● Work order: Each line of the entries that contains the word "circle" adds one. Reply with the resulting number only.

:::

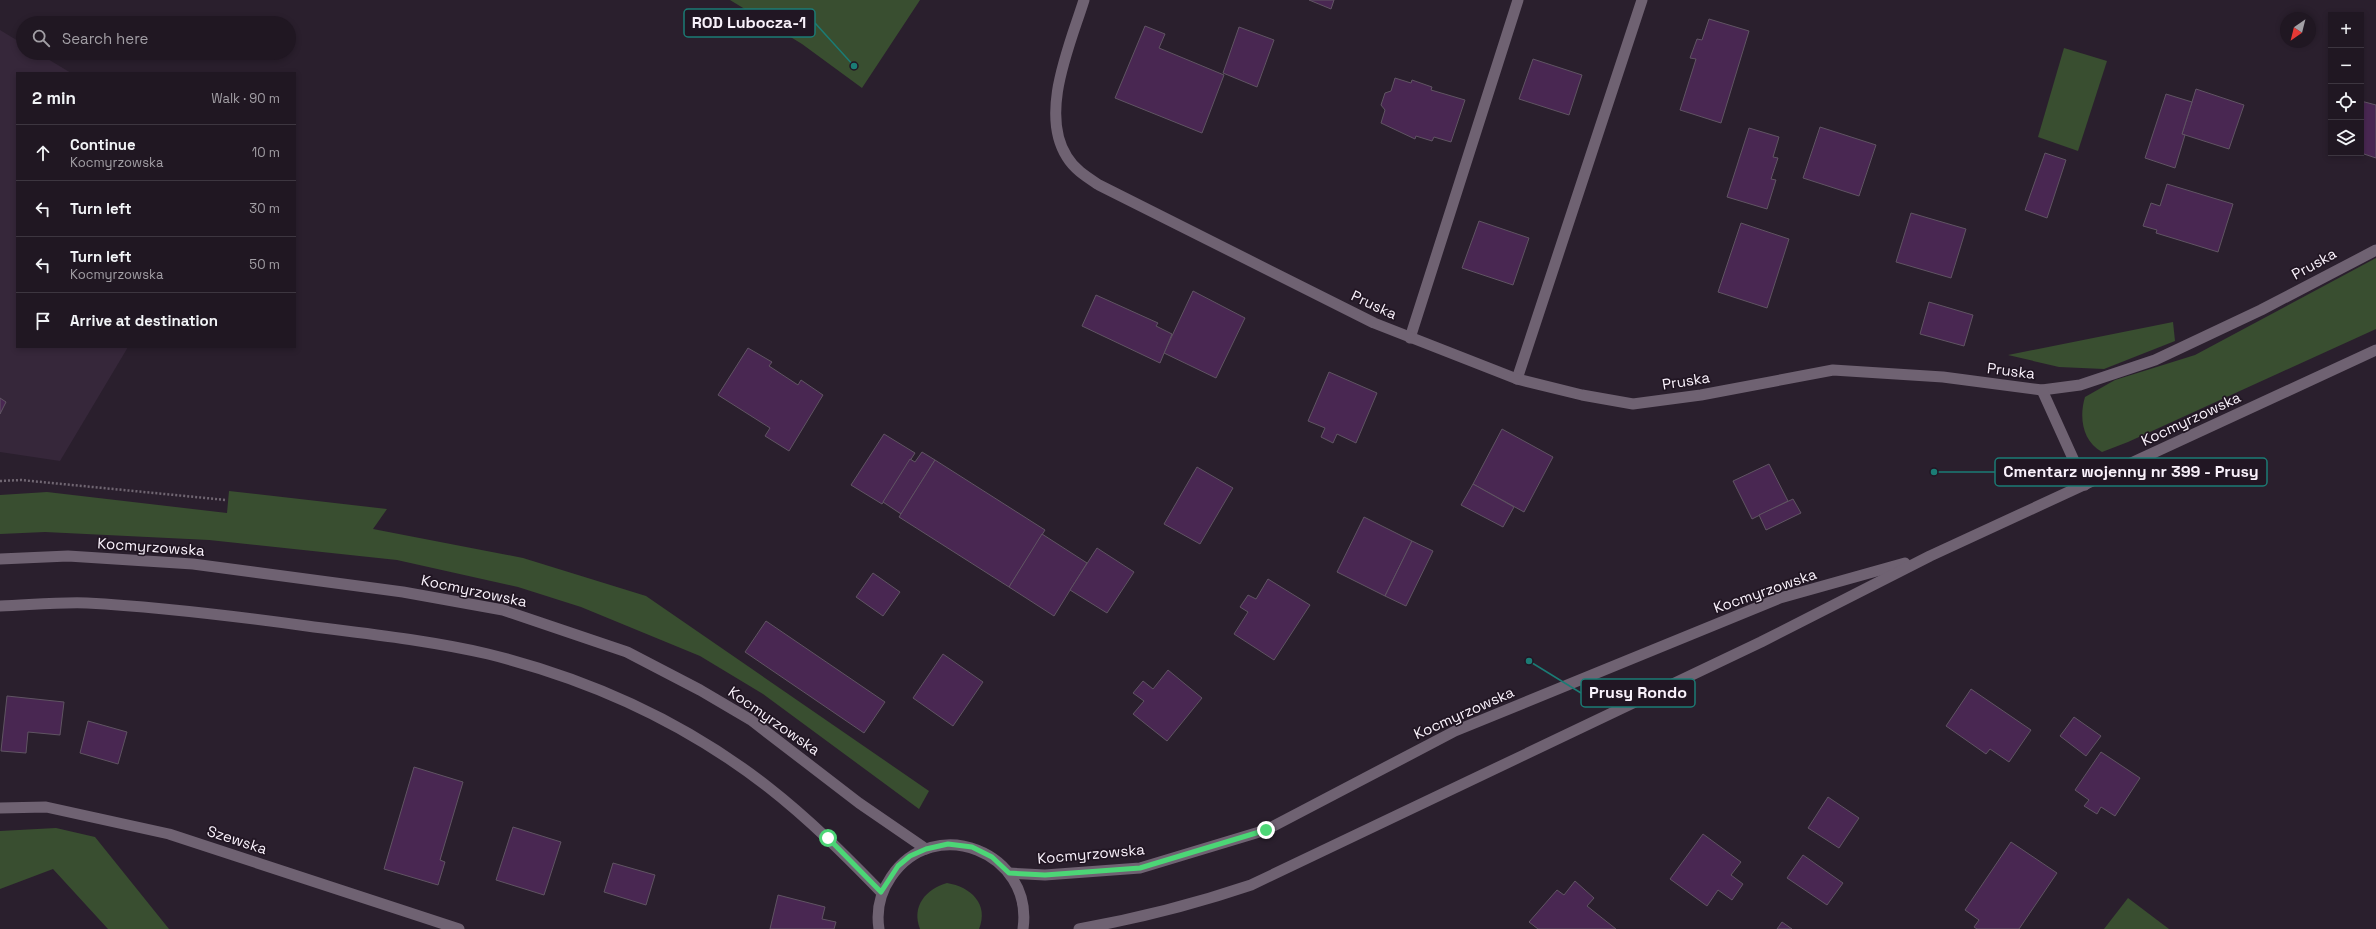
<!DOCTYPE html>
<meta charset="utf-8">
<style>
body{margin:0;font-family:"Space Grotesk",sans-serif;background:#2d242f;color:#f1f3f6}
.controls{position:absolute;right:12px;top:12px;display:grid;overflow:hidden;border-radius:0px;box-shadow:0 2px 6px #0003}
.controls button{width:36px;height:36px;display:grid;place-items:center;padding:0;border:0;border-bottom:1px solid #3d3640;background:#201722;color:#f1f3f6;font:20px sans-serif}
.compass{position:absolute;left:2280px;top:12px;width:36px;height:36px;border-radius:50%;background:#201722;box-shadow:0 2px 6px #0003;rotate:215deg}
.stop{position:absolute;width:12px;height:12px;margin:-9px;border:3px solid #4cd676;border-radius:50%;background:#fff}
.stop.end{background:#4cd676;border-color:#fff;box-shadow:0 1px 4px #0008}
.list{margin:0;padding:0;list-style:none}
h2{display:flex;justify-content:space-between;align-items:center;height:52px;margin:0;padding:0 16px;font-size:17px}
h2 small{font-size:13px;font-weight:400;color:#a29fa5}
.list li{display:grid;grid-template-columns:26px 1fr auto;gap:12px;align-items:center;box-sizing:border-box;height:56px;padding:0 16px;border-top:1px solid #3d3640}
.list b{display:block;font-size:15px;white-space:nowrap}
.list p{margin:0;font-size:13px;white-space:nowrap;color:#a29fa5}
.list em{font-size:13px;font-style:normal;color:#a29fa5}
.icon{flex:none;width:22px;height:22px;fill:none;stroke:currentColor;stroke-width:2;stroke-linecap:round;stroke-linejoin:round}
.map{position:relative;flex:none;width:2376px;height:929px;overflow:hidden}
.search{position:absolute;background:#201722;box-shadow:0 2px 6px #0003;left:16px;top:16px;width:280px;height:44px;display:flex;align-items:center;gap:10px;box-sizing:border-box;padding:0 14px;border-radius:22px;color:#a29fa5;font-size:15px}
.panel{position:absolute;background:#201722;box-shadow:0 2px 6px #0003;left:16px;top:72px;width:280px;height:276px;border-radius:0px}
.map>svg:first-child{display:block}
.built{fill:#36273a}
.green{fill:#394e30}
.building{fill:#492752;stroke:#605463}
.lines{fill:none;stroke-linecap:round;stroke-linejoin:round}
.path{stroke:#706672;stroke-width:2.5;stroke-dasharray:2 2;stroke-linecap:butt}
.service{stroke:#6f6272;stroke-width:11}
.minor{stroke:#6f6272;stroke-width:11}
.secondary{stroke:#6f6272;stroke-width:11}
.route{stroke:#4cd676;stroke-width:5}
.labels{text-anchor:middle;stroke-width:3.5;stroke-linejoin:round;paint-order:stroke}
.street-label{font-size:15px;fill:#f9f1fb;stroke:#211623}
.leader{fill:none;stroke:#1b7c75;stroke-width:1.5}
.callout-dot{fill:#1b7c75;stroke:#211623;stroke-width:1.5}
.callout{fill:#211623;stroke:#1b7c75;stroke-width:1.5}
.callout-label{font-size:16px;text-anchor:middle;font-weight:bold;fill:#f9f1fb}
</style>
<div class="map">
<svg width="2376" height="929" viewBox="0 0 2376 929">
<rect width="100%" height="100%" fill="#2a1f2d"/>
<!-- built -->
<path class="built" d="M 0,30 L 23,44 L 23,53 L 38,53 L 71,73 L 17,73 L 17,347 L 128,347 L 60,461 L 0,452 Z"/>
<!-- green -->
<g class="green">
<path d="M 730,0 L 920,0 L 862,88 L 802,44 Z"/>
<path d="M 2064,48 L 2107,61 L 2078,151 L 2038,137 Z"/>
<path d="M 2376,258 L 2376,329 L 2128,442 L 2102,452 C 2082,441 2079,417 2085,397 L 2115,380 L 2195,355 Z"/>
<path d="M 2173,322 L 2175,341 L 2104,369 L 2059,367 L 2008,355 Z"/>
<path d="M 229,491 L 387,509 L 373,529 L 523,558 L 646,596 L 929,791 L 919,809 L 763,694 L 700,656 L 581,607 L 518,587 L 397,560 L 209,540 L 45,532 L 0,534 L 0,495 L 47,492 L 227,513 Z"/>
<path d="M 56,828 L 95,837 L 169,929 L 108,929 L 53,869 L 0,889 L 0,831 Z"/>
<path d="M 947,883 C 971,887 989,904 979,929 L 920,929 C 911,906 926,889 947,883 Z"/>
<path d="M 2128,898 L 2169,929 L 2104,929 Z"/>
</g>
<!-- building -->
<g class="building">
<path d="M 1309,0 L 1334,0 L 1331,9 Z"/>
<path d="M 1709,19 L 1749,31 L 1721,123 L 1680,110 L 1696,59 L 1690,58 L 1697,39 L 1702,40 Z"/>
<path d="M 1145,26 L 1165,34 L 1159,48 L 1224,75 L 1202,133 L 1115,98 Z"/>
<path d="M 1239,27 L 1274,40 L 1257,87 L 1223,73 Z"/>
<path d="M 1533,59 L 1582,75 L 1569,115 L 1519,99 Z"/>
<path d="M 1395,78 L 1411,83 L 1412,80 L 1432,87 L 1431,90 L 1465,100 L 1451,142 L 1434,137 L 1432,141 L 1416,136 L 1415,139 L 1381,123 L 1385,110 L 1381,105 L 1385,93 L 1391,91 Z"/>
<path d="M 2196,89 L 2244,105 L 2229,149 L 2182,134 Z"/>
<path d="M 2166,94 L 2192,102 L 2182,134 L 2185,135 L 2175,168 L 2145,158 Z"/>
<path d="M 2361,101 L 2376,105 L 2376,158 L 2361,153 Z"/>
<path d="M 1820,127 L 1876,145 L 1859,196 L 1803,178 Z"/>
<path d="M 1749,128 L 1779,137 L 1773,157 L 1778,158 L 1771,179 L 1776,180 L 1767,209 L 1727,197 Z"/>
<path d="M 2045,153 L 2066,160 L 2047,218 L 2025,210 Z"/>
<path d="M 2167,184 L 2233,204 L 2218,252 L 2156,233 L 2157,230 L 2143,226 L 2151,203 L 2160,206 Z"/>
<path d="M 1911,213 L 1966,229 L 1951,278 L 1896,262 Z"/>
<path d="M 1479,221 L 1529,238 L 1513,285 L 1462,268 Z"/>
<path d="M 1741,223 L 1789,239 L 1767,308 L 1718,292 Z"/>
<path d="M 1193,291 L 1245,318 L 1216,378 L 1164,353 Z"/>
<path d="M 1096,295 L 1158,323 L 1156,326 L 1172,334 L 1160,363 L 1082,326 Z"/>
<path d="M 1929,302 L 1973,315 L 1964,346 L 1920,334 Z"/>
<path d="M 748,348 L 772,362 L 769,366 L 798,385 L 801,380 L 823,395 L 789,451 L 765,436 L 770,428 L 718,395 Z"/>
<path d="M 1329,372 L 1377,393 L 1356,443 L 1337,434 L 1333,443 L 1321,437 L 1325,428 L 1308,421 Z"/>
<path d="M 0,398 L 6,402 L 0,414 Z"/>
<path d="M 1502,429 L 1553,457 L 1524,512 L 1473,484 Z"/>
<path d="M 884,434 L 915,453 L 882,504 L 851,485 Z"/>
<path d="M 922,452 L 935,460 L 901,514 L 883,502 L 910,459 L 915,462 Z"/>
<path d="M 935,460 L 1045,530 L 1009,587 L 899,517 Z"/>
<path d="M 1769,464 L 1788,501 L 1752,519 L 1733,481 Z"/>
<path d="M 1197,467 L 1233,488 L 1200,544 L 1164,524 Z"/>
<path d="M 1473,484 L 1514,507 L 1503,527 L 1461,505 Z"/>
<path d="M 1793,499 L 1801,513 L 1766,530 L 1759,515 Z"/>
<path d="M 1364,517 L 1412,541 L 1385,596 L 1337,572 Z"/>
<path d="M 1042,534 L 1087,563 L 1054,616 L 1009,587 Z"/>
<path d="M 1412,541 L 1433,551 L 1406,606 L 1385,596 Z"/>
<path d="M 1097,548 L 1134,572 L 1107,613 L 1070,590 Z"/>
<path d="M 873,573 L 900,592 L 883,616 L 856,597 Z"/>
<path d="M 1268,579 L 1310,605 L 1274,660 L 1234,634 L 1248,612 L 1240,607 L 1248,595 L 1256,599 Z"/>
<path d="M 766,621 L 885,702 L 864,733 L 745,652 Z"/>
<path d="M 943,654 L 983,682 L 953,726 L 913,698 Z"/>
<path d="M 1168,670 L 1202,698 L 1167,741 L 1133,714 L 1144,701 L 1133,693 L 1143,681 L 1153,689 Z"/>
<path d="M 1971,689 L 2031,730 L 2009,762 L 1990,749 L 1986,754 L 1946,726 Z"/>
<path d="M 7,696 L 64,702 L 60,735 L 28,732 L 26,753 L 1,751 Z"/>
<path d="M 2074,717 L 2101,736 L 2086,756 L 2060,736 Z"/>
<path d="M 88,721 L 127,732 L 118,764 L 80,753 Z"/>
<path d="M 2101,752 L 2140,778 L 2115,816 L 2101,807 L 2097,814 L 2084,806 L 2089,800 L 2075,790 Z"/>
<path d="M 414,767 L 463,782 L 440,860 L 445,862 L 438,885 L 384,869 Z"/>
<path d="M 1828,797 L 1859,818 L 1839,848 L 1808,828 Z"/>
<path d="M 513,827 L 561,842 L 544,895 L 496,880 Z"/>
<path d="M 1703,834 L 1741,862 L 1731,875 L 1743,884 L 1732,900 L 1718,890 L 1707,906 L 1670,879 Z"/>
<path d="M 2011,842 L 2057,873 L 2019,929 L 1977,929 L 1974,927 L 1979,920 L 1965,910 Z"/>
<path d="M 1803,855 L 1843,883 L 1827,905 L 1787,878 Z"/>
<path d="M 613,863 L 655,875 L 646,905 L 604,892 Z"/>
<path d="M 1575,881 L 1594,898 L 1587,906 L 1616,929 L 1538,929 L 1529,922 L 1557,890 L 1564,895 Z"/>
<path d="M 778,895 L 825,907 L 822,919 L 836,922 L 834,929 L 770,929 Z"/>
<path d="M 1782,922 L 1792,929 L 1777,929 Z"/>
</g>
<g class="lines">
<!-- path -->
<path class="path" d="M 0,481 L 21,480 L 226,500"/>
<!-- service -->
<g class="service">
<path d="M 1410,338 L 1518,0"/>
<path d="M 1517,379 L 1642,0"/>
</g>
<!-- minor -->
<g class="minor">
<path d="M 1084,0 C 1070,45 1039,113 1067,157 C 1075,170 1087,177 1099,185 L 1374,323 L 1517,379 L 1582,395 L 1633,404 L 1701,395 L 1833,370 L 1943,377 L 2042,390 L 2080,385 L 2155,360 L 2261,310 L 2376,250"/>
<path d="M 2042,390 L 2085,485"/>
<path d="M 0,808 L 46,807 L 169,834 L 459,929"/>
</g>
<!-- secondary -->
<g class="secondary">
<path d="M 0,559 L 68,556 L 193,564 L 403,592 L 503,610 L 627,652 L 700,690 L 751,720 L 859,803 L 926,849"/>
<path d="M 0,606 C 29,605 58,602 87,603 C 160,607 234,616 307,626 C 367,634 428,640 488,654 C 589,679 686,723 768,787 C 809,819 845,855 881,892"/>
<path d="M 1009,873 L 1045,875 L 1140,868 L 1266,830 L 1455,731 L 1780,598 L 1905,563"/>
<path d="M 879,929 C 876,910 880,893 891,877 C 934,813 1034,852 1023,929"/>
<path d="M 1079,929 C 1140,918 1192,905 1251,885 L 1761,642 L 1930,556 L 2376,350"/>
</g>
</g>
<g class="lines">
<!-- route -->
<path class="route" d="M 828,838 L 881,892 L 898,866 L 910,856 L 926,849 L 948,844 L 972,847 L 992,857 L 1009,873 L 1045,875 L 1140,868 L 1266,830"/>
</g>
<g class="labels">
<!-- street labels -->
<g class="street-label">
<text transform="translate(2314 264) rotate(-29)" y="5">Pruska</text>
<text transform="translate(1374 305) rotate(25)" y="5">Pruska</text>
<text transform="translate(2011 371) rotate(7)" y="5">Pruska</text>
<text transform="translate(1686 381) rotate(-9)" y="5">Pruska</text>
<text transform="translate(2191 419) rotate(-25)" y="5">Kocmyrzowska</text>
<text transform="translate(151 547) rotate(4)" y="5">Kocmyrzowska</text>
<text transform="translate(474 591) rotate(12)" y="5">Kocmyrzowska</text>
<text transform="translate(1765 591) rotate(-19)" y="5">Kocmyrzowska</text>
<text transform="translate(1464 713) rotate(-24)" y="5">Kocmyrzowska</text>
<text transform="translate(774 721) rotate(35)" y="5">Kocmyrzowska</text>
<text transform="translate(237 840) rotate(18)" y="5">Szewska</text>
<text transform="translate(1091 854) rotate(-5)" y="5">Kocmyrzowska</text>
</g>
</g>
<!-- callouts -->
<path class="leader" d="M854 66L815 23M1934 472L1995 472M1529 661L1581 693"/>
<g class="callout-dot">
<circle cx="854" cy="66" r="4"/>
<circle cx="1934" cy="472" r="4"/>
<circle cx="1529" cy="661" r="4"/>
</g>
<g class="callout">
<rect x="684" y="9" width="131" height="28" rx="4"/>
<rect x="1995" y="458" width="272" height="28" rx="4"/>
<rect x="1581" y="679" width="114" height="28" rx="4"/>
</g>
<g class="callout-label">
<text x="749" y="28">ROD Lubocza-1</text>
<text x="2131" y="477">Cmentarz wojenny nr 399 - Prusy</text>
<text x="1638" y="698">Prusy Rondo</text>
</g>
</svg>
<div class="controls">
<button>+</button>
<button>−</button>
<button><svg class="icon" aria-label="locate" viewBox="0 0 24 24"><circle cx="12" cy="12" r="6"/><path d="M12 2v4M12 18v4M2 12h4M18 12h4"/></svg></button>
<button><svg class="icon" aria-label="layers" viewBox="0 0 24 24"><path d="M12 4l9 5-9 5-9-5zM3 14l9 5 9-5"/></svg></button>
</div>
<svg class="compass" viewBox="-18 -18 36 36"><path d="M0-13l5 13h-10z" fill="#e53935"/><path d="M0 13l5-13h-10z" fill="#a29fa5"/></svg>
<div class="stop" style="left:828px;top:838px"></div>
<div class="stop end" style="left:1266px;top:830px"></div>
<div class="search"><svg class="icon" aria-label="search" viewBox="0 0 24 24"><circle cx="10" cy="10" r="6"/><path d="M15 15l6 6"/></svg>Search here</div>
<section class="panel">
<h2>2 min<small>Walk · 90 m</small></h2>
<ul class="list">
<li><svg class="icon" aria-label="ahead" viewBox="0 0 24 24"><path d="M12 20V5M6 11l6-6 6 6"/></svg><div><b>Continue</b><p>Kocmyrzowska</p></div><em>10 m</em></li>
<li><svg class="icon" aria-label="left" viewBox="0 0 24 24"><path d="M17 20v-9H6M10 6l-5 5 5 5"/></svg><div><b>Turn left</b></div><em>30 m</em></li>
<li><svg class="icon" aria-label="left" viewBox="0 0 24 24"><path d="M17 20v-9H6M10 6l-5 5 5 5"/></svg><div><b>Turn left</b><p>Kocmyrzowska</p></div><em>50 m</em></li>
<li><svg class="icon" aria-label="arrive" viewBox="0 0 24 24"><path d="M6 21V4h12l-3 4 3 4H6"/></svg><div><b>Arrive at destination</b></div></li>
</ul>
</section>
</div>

:::

● Task answer: 5